Secondo le due commissioni, il provvedimento rischia di limitare in modo significativo i percorsi di educazione sessuo-affettiva all’interno delle scuole. In una nota, gli psicologi pugliesi definiscono la misura “un grave arretramento culturale, educativo e sociale”, sottolineando come la scuola rappresenti uno dei principali luoghi di crescita, socializzazione e promozione della cultura del rispetto e della parità.
Per i professionisti della salute psicologica, affrontare in ambito scolastico temi come consenso, relazioni, stereotipi di genere, prevenzione della violenza e contrasto alle discriminazioni rappresenta un’attività educativa fondamentale, supportata da evidenze scientifiche e orientamenti consolidati a livello internazionale. “Come professioniste e professionisti della salute psicologica, sappiamo che il silenzio non protegge”, evidenziano le commissioni. “Al contrario, l’assenza di un’educazione sessuo-affettiva strutturata e scientificamente fondata lascia spazio alla disinformazione, agli stereotipi, ai pregiudizi e ai modelli culturali che alimentano le disuguaglianze di genere, la violenza nelle relazioni e l’esclusione delle persone percepite come diverse”.

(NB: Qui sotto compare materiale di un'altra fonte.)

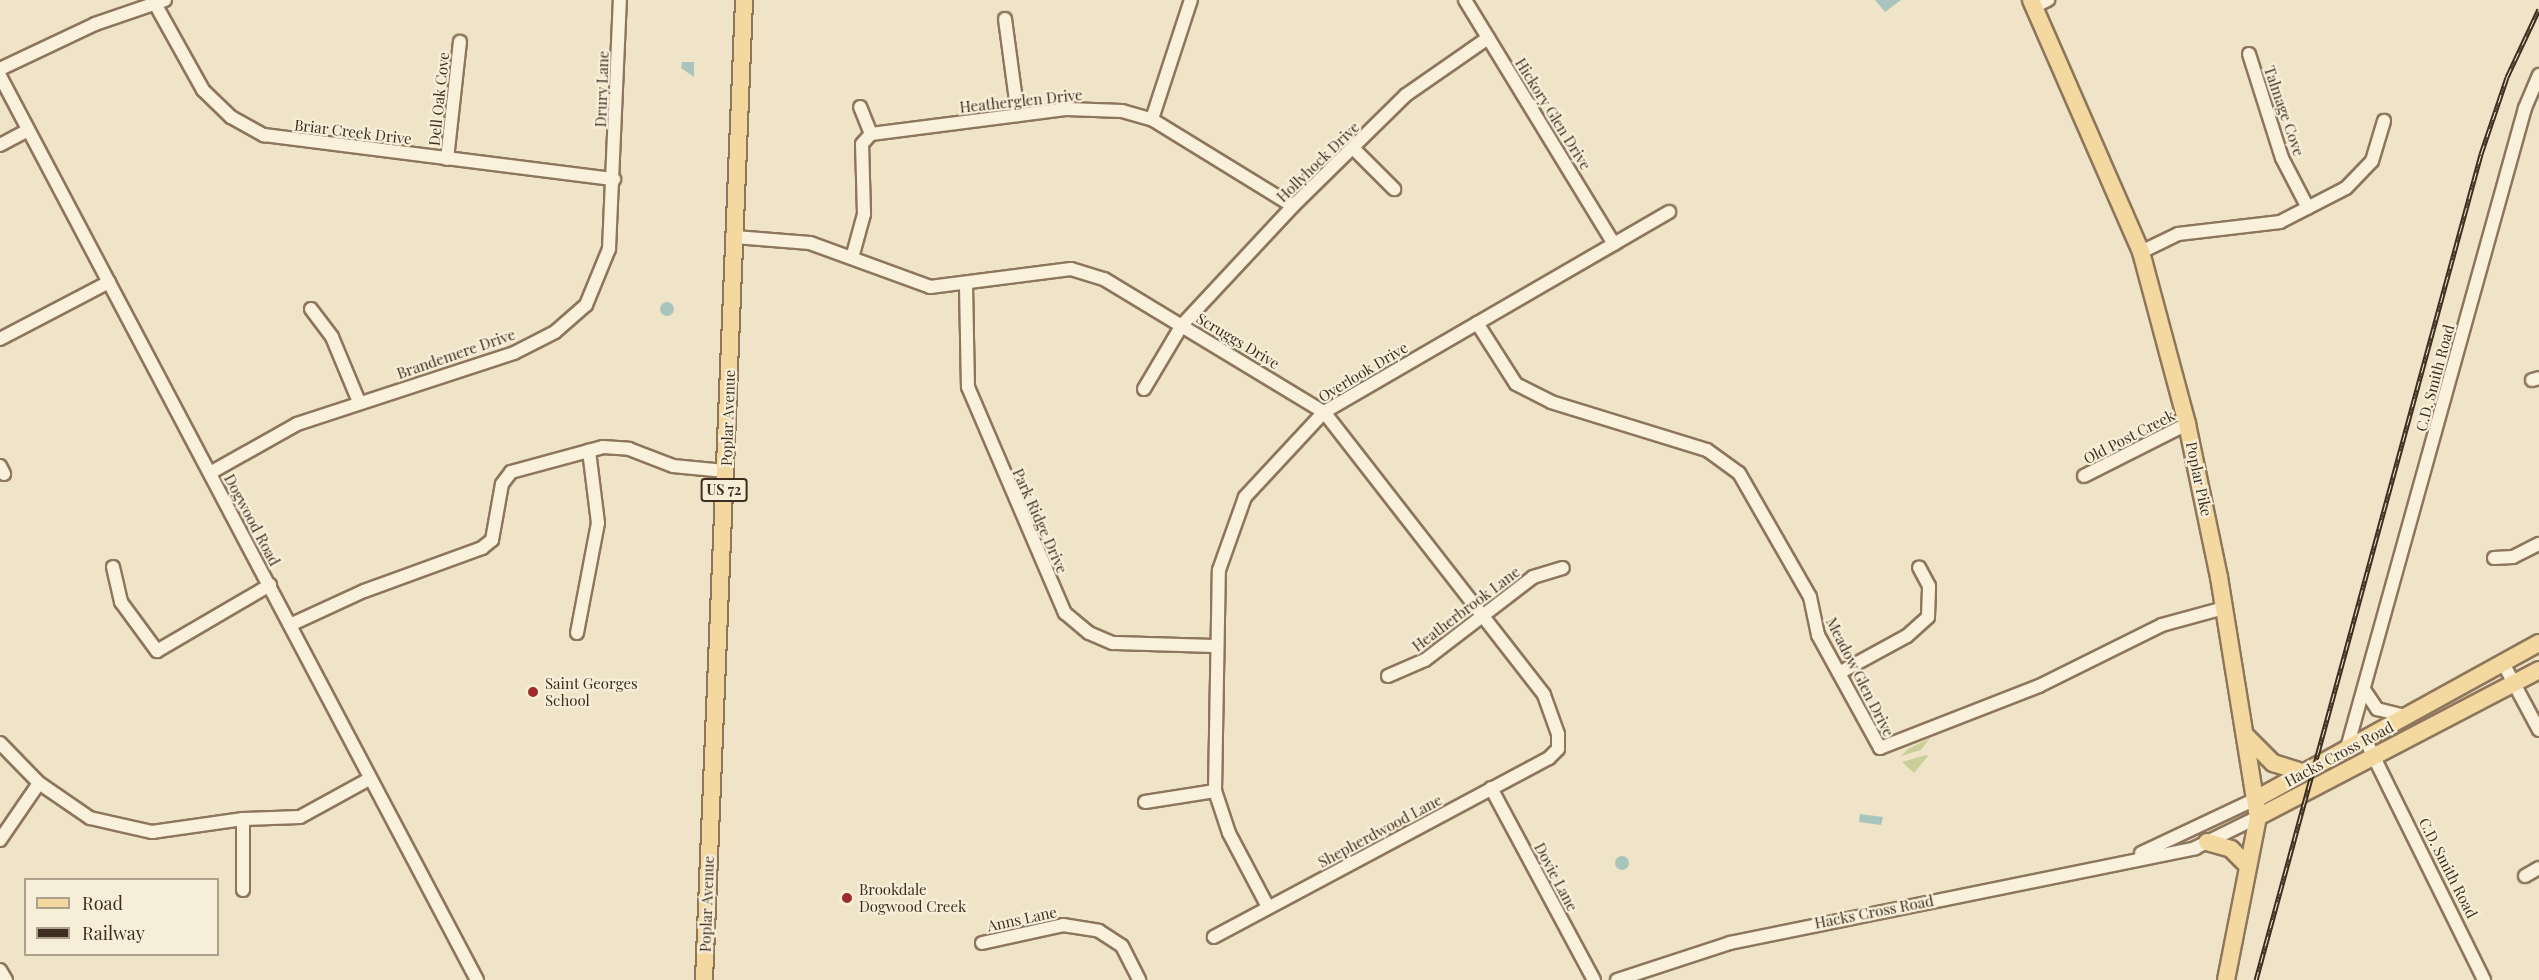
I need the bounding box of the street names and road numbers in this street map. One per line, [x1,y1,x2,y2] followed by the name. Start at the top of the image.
[592,50,612,128] street label: Drury Lane
[425,51,453,147] street label: Dell Oak Cove
[1511,55,1595,173] street label: Hickory Glen Drive
[2260,64,2308,158] street label: Talmage Cove
[959,86,1083,116] street label: Heatherglen Drive
[293,116,413,148] street label: Briar Creek Drive
[1273,118,1363,206] street label: Hollyhock Drive
[1193,309,1283,373] street label: Scruggs Drive
[2412,323,2458,433] street label: C.D. Smith Road
[394,325,518,383] street label: Brandemere Drive
[1315,338,1411,406] street label: Overlook Drive
[717,369,739,467] street label: Poplar Avenue
[2080,406,2178,468] street label: Old Post Creek
[2182,440,2216,518] street label: Poplar Pike
[1009,466,1071,576] street label: Park Ridge Drive
[220,471,284,569] street label: Dogwood Road
[700,479,748,501] road number: US 72
[1409,563,1523,655] street label: Heatherbrook Lane
[1822,614,1898,740] street label: Meadow Glen Drive
[2281,718,2397,790] street label: Hacks Cross Road
[1315,791,1445,871] street label: Shepherdwood Lane
[2415,815,2481,921] street label: C.D. Smith Road
[1530,840,1582,914] street label: Dovie Lane
[696,855,718,953] street label: Poplar Avenue
[1813,892,1935,932] street label: Hacks Cross Road
[986,903,1058,935] street label: Anns Lane

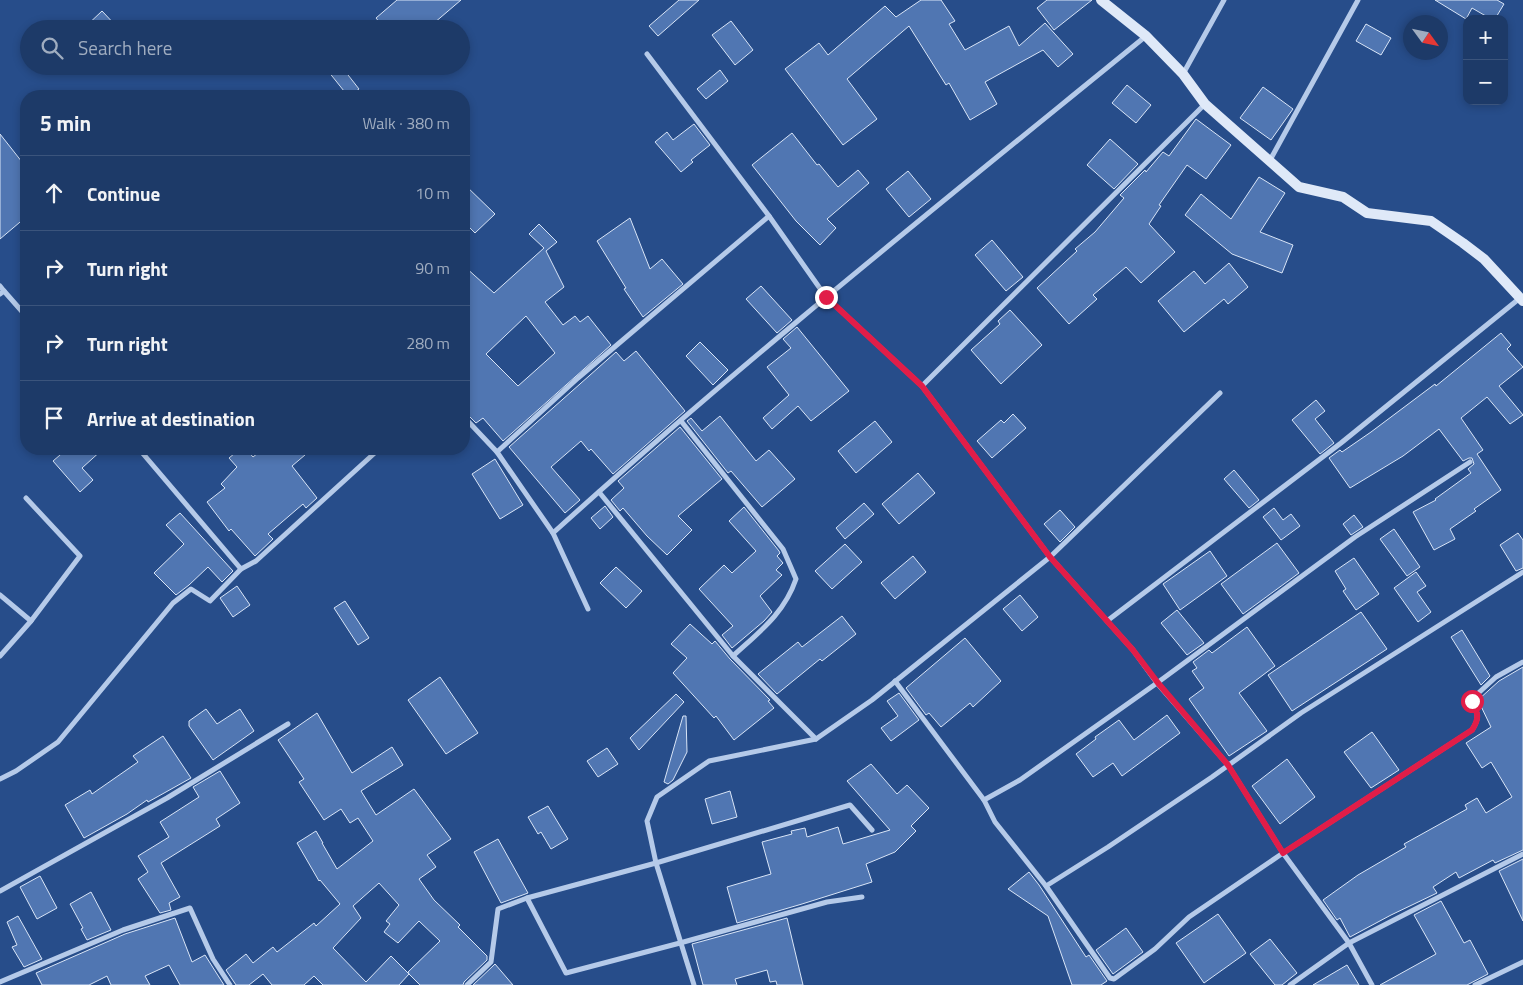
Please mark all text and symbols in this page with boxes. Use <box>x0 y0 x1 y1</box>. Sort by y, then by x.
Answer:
north arrow <box>1403 15 1448 60</box>
map controls <box>1463 15 1508 105</box>
button: + <box>1463 15 1508 60</box>
search box <box>20 20 470 75</box>
text: Search here <box>78 33 172 62</box>
icon: search <box>38 34 66 62</box>
button: − <box>1463 60 1508 105</box>
text: 5 min <box>40 107 91 139</box>
text: Walk · 380 m <box>362 111 450 135</box>
icon: ahead <box>40 179 68 207</box>
text: Continue <box>87 179 160 208</box>
text: 10 m <box>415 181 450 205</box>
icon: right <box>40 254 68 282</box>
text: Turn right <box>87 254 168 283</box>
text: 90 m <box>415 256 450 280</box>
route end <box>815 286 838 309</box>
icon: right <box>40 329 68 357</box>
text: Turn right <box>87 329 168 358</box>
text: 280 m <box>406 331 450 355</box>
icon: arrive <box>40 404 68 432</box>
text: Arrive at destination <box>87 404 255 433</box>
route start <box>1461 690 1484 713</box>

Particolarmente forte la posizione espressa sul rapporto tra educazione e modelli culturali. “Dove non c’è educazione sessuo-affettiva, il patriarcato insegna al nostro posto. Insegna attraverso stereotipi radicati, modelli relazionali disfunzionali, narrazioni discriminatorie e paradigmi che continuano a giustificare squilibri di potere e violenze”. Le commissioni ribadiscono quindi il proprio impegno nella promozione di interventi educativi basati su evidenze scientifiche, finalizzati alla tutela del benessere psicologico, alla prevenzione della violenza di genere e al contrasto delle discriminazioni.
Secondo l’Ordine degli Psicologi della Puglia, investire nell’educazione sessuo-affettiva significa promuovere salute, libertà e dignità delle persone, mentre ogni limitazione alla diffusione di questi percorsi rischia di rappresentare un passo indietro nella costruzione di una società più inclusiva e rispettosa dei diritti umani.